Incredible project by an incredibly genuine and motivated team. You have my support!

Miss Dee Saigal

Thanks Nicole!

Katie Rae

In response to Why our solution will solve the problem:

I'd like to know more about your beta-testing -great that some girls were inspired to become coders - but not sure how strongly the data suggests (based on the others listed) the game's ability to target to programming/coding specifically.

Also, how long do typical users use the game for?

Miss Dee Saigal

Dear Katie,

We carried out one-to-one beta-testing with students aged 8-13 from Oasis Academies (a group of 48 schools in the UK) for eighteen months. The results showed that Erase All Kittens didn't just give girls an introduction to practical coding skills whilst eliminating 'technophobia' - it also inspired them to become researchers, teachers, problem solvers, team builders, writers, and designers, as well as coders.

Another benefit was that E.A.K. allowed teachers to become facilitators of autonomous, independent learning, as girls immediately became very engaged - teaching themselves and other students.

With regards to the game's ability to target programming/coding specifically - we are building E.A.K. to bridge the huge gap between young girls learning computational thinking, and learning practical skills, which can be used to create on the web.

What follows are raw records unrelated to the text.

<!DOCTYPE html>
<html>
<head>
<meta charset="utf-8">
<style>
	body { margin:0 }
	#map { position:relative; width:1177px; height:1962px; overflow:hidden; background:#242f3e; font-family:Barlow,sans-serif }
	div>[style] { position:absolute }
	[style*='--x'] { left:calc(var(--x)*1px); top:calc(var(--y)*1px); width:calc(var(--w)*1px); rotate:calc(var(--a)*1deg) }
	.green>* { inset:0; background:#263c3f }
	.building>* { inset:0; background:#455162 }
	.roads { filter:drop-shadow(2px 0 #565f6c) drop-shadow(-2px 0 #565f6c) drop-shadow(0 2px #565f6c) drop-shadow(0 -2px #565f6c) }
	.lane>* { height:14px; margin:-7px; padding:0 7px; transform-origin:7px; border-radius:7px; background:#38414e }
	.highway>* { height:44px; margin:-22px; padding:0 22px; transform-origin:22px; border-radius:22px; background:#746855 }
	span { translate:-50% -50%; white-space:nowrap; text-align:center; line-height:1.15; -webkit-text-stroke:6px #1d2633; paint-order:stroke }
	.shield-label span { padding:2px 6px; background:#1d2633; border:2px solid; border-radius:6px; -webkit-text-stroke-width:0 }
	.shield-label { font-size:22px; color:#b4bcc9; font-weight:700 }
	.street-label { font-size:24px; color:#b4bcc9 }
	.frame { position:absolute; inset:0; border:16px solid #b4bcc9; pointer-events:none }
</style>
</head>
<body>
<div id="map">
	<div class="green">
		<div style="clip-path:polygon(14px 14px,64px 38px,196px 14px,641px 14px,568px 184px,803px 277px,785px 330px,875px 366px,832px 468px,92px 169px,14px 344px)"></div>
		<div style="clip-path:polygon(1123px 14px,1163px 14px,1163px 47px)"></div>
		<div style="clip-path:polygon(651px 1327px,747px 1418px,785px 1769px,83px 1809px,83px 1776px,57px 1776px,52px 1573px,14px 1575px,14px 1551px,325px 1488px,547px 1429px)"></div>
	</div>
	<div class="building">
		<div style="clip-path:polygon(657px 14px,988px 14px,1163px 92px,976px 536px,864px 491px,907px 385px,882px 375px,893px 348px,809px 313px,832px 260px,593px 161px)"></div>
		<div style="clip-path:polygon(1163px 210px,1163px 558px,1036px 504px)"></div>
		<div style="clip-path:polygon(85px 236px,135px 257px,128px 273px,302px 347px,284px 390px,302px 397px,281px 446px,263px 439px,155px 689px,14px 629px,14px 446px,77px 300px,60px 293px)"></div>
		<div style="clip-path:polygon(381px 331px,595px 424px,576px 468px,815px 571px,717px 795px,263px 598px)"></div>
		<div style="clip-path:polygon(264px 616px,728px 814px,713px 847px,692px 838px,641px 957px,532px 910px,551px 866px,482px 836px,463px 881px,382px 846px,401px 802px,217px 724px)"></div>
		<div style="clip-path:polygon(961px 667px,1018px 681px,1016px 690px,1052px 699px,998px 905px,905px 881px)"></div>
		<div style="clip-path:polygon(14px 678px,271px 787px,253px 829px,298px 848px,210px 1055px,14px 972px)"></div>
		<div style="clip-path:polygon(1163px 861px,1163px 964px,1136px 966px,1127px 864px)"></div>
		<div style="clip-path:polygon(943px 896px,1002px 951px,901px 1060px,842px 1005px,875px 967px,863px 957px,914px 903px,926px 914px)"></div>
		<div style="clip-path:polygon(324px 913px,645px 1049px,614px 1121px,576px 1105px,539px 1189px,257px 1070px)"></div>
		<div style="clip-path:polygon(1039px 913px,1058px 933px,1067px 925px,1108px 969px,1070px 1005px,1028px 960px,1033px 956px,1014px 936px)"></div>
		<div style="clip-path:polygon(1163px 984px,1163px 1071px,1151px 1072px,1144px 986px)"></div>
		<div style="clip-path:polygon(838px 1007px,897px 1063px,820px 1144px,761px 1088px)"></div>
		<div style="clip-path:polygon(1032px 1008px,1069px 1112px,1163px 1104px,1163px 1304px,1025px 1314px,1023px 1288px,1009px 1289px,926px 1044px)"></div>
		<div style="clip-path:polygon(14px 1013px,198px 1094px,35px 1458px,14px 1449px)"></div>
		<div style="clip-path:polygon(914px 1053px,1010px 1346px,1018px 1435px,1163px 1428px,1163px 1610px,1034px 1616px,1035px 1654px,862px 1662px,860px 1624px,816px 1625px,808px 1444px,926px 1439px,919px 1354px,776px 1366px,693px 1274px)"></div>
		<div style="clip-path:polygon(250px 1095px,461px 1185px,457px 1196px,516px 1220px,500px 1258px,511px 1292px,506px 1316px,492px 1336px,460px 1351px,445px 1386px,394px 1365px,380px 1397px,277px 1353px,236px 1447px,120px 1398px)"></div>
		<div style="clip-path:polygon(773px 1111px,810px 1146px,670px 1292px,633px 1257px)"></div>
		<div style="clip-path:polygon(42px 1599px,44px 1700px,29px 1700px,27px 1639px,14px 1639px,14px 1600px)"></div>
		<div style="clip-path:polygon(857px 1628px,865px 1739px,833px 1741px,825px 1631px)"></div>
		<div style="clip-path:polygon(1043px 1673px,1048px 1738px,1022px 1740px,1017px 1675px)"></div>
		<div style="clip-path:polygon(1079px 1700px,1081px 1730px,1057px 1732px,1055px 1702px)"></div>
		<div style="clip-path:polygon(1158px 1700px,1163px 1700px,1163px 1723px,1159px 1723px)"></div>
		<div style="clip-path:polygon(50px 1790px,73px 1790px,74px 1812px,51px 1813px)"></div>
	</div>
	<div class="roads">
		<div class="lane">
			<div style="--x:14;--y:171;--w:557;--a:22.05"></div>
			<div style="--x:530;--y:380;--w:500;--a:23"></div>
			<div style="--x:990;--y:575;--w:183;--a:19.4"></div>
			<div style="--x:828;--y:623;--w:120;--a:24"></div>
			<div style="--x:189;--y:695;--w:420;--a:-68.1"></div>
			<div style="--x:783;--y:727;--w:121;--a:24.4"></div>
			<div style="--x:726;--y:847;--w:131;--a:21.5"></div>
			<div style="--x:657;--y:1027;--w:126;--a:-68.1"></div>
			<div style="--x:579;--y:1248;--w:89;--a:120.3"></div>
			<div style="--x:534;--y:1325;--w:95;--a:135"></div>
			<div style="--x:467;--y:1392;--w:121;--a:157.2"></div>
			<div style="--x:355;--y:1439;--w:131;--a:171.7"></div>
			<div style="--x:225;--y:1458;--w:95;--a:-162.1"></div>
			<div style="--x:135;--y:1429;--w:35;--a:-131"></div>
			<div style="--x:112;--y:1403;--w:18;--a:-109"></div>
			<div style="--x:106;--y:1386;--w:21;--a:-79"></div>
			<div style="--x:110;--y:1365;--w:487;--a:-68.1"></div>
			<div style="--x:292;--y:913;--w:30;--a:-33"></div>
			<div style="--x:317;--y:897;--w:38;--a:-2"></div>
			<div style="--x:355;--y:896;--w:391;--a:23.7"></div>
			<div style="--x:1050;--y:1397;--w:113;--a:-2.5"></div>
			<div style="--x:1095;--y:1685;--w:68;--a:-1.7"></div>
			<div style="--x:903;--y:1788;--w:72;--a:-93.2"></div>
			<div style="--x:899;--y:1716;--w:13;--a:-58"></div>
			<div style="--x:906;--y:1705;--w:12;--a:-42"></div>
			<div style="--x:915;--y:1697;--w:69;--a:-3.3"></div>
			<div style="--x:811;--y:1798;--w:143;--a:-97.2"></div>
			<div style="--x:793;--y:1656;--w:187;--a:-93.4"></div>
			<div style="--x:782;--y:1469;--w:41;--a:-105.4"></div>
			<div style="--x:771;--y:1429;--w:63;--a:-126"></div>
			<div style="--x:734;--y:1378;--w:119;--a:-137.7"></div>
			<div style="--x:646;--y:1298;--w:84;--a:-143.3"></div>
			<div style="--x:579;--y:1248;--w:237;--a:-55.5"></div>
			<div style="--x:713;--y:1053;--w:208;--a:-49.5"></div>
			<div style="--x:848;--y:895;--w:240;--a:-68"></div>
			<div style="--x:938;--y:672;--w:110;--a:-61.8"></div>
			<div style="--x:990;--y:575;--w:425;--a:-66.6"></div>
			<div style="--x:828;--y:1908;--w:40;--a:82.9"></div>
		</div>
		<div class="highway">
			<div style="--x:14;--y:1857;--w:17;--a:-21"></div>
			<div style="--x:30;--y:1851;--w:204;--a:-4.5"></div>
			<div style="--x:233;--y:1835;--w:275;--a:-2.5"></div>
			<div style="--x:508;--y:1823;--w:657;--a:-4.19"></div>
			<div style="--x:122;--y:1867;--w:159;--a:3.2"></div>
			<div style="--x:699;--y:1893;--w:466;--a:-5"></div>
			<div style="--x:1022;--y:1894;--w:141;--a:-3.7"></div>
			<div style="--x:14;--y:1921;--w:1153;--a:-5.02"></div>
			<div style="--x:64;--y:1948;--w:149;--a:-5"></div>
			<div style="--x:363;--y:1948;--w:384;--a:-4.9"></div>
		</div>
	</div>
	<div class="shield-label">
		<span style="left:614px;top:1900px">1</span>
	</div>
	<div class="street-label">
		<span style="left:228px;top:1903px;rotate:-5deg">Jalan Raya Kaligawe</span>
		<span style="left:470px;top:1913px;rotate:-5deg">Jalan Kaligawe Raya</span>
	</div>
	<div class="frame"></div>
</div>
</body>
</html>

So far, the game contains a lot of interactive dialogue, and teaches basic HTML syntax and about URLs. We are working with Playerthree, an award-winning independent games development studio, to design and build further levels teaching HTML, CSS and Javascript skills.

Our long-term goal is to show girls how to design and build their own levels in the game, and eventually, their own simple websites.

Users typically play for 20-30 minutes, and we've collected our data from one-to-one testing, 12,000+ feedback forms and Google Analytics.

Katie Rae

In response to How long it will take to scale beyond our pilot:

Curious what your plan is for scaling

Miss Dee Saigal

We are planning to scale by primarily targeting parents and also, schools, initially in the UK & US.

To target to parents, we will form affiliate and distribution partnerships with organisations including Mumsnet (the UK's biggest parenting website) and Barclays (Code Playground), and E.A.K. will be marketed using Facebook ads, blogs and YouTube videos. We are designing an iPad version of E.A.K. which will be sold on the Appstore - since 9 out of 10 parents now want their kids to learn digital skills, we anticipate that B2C will be the major market.

Our aim is to continue making a code education game that girls love and learn from, rather than focusing heavily on aligning to the UK curriculum and implementing assessment tools.

With schools, we will initially focus on girls schools which we have already had success with, and independent schools in the UK and US. We have partnered with CoderDojo - offering free E.A.K. accounts which can only be used in sessions, and there are around 10,000 code clubs globally. Since teachers and parents look to code clubs when deciding which tools to purchase, we will use crossover marketing to sell E.A.K. to these markets.

We have also partnered with Microsoft Education, which will allow millions of students access to the PC version of the game, and we have formed a one-for-one initiative - for every E.A.K. account sold, one will be given to a girl in Syria, Lebanon or India, via schools and organisations, such as Techfugees.

Katie Rae

In response to How we will measure our progress:

Great to see near term and long term target goals.